The Japanese Journal of Clinical Dialysis Vol.24 No.4(1-2)

Theme Current Problem of Clinical Studies in Dialysis Therapy
Title Selection of dialysis therapy for patients with end-stage renal disease
Publish Date 2008/04
Author Hidetomo Nakamoto Department of General Internal Medicine, Saitama Medical University
[ Summary ] In recent years, important advances have been made in the treatment of patients with end-stage renal disease (ESRD). Patients with ESRD and their physicians must consider many factors, including complications, length of life, and quality of life when choosing a treatment modality. Because of the limited number of donor organs, most patients should continue dialysis for their entire life. It is expected that more than 250,000 patients will undergo maintenance dialysis in Japan by the year 2005. The distribution of patients with ESRD among those receiving transplantation, hemodialysis (HD) and peritoneal dialysis (PD) therapy, differs dramatically in Japan and other countries. A very small number of patients are treated with continuous ambulatory (CAPD), or automated peritoneal dialysis (APD).

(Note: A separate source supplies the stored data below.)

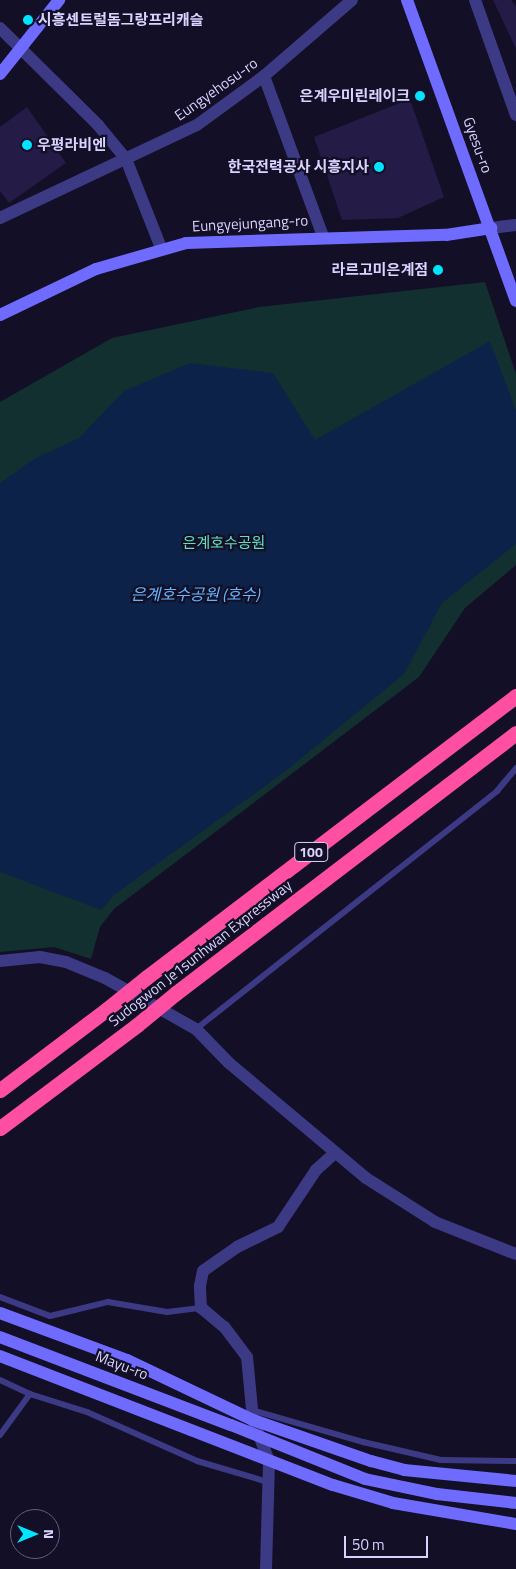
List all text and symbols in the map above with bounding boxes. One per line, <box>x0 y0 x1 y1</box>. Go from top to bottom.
place label: 시흥센트럴돔그랑프리캐슬 <box>38 11 204 29</box>
marker: 시흥센트럴돔그랑프리캐슬 <box>22 14 34 26</box>
street label: Eungyehosu-ro <box>171 54 261 124</box>
place label: 은계우미린레이크 <box>300 87 410 105</box>
marker: 은계우미린레이크 <box>414 90 426 102</box>
street label: Gyesu-ro <box>460 115 496 175</box>
place label: 우평라비엔 <box>37 136 106 154</box>
marker: 우평라비엔 <box>21 139 33 151</box>
place label: 한국전력공사 시흥지사 <box>228 158 369 176</box>
marker: 한국전력공사 시흥지사 <box>373 161 385 173</box>
street label: Eungyejungang-ro <box>191 211 309 235</box>
place label: 라르고미은계점 <box>331 261 428 279</box>
marker: 라르고미은계점 <box>432 264 444 276</box>
park label: 은계호수공원 <box>183 534 265 552</box>
water label: 은계호수공원 (호수) <box>131 584 259 604</box>
road number: 100 <box>294 840 328 864</box>
street label: Sudogwon Je1sunhwan Expressway <box>105 876 295 1030</box>
street label: Mayu-ro <box>93 1347 151 1383</box>
north arrow <box>10 1509 60 1559</box>
scale bar <box>346 1526 430 1558</box>
text: N <box>39 1529 60 1539</box>
text: 50 m <box>352 1533 385 1556</box>

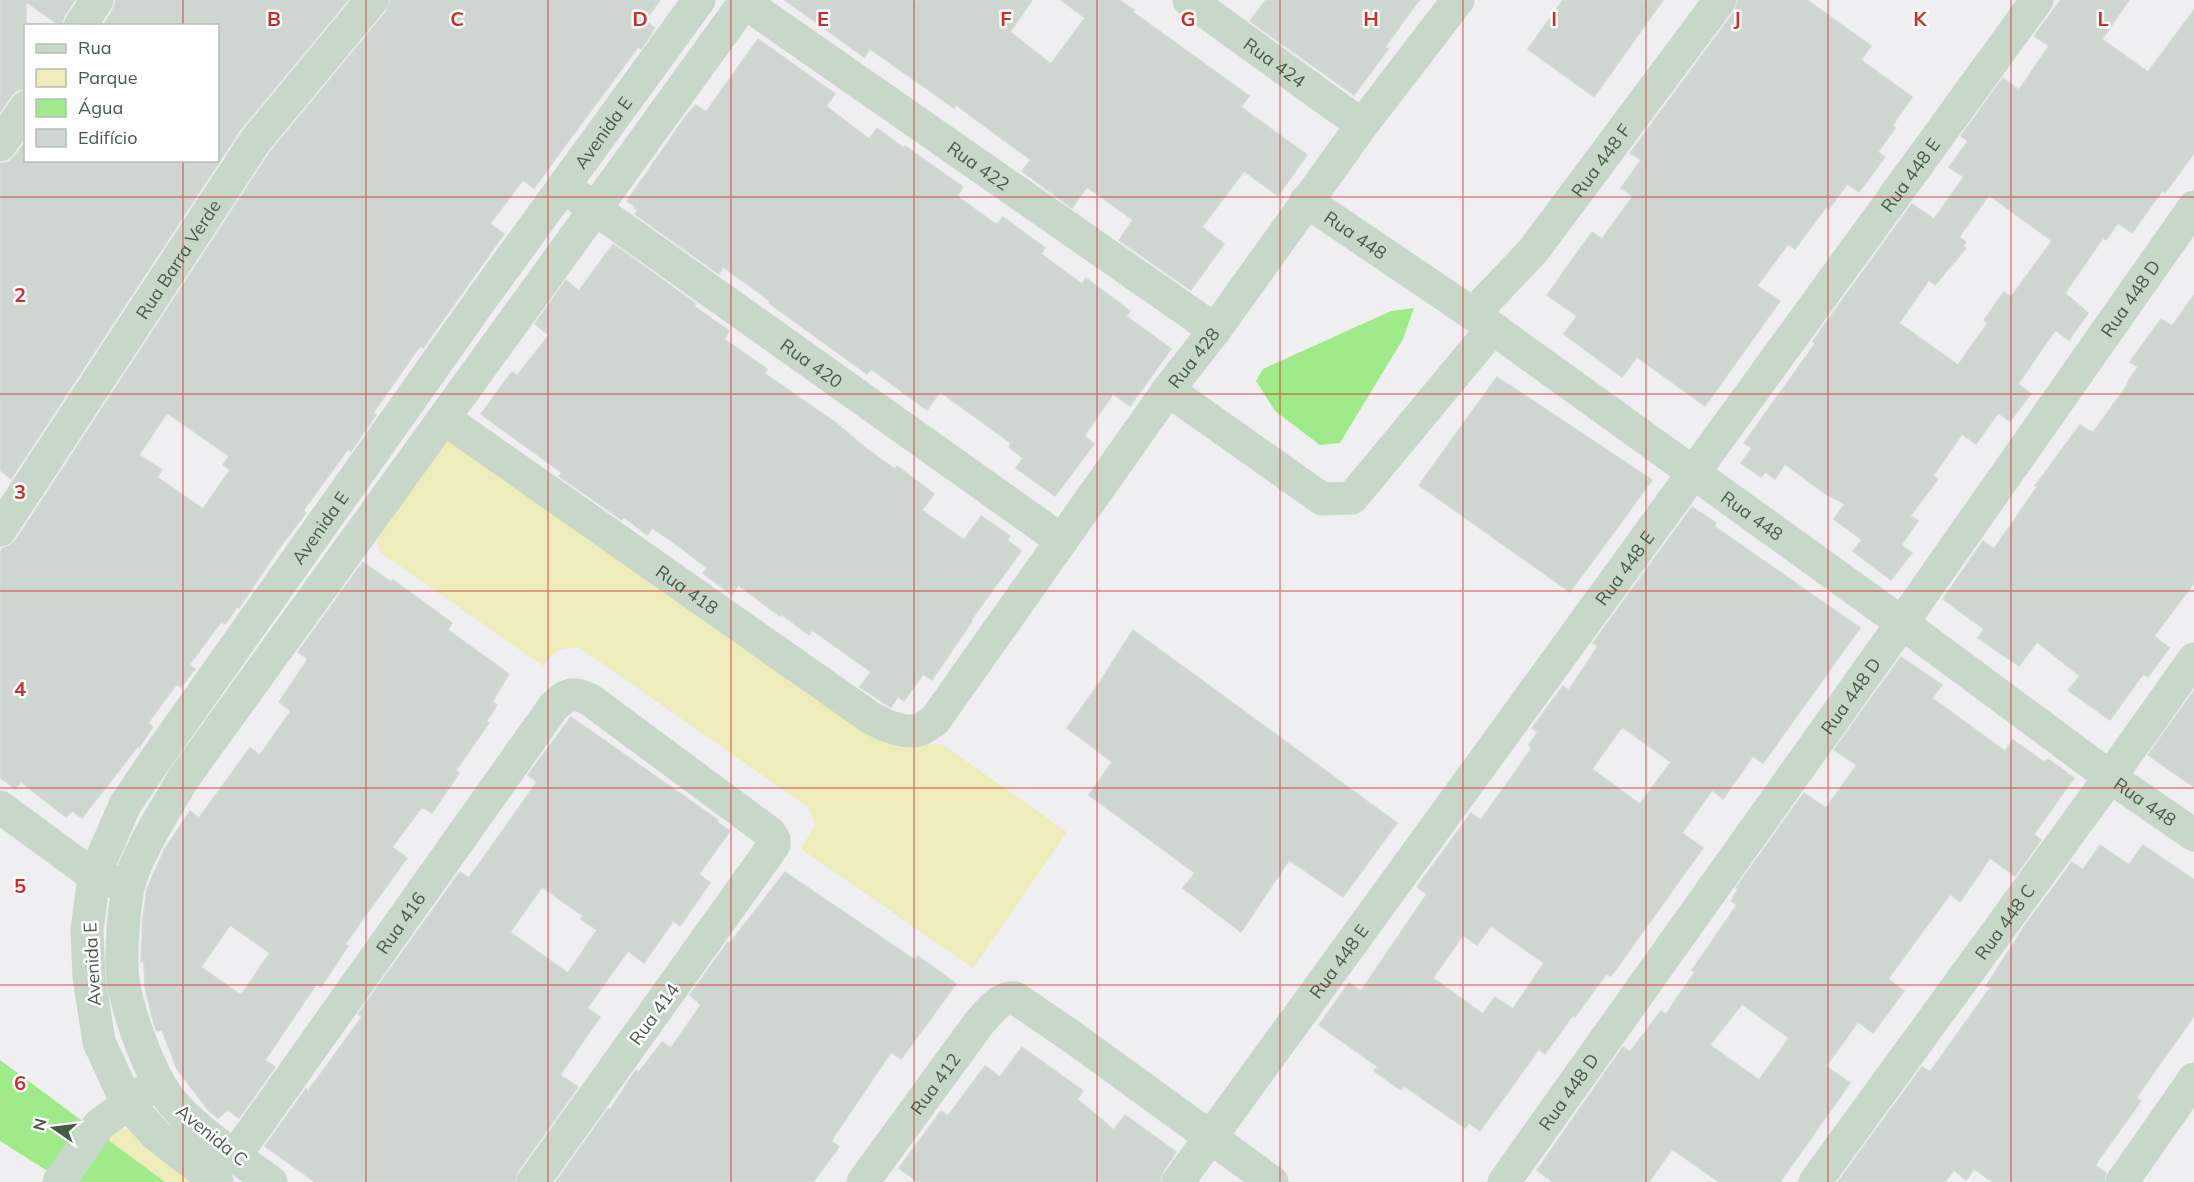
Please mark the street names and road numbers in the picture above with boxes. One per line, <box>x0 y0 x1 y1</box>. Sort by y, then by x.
street label: Rua 424 <box>1239 32 1311 92</box>
street label: Avenida E <box>569 92 637 173</box>
street label: Rua 448 F <box>1566 119 1635 202</box>
street label: Rua 448 E <box>1875 133 1945 216</box>
street label: Rua 422 <box>943 136 1014 195</box>
street label: Rua Barra Verde <box>130 195 225 323</box>
street label: Rua 448 <box>1320 205 1391 264</box>
street label: Rua 448 D <box>2095 255 2165 341</box>
street label: Rua 428 <box>1163 323 1224 393</box>
street label: Rua 420 <box>776 333 847 393</box>
street label: Rua 448 <box>1717 485 1788 545</box>
street label: Avenida E <box>286 487 353 568</box>
street label: Rua 448 E <box>1590 526 1659 610</box>
street label: Rua 418 <box>652 559 723 619</box>
street label: Rua 448 D <box>1815 653 1885 739</box>
street label: Rua 448 <box>2110 772 2181 831</box>
street label: Rua 448 C <box>1969 879 2040 964</box>
street label: Rua 416 <box>371 887 430 958</box>
street label: Rua 448 E <box>1304 920 1373 1003</box>
street label: Avenida E <box>78 922 106 1006</box>
street label: Rua 414 <box>624 978 684 1049</box>
street label: Rua 412 <box>905 1048 965 1119</box>
street label: Rua 448 D <box>1533 1049 1604 1134</box>
street label: Avenida C <box>172 1099 252 1171</box>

The selection of dialysis therapy, including hemodialysis or peritoneal dialysis, is an important factor determining the prognosis and quality of life for patients with ESRD. Recently the efficacy of PD therapy in maintaining residual renal function (RRF) has been reported. ADEMEX study in Mexico clearly demonstrated that there was no correlation between peritoneal small-solution clearance (Ccr) and clinical outcome. This data demonstrated the importance of RRF as a predictor of mortality in patients on CAPD where as peritoneal Ccr may lose its efficacy. Furthermore, the usefulness of PD to maintain quality of life (QOL) is known especially in elderly patients with ESRD. From this Japanese data, PD therapy was recommended for patients with RRF (PD first).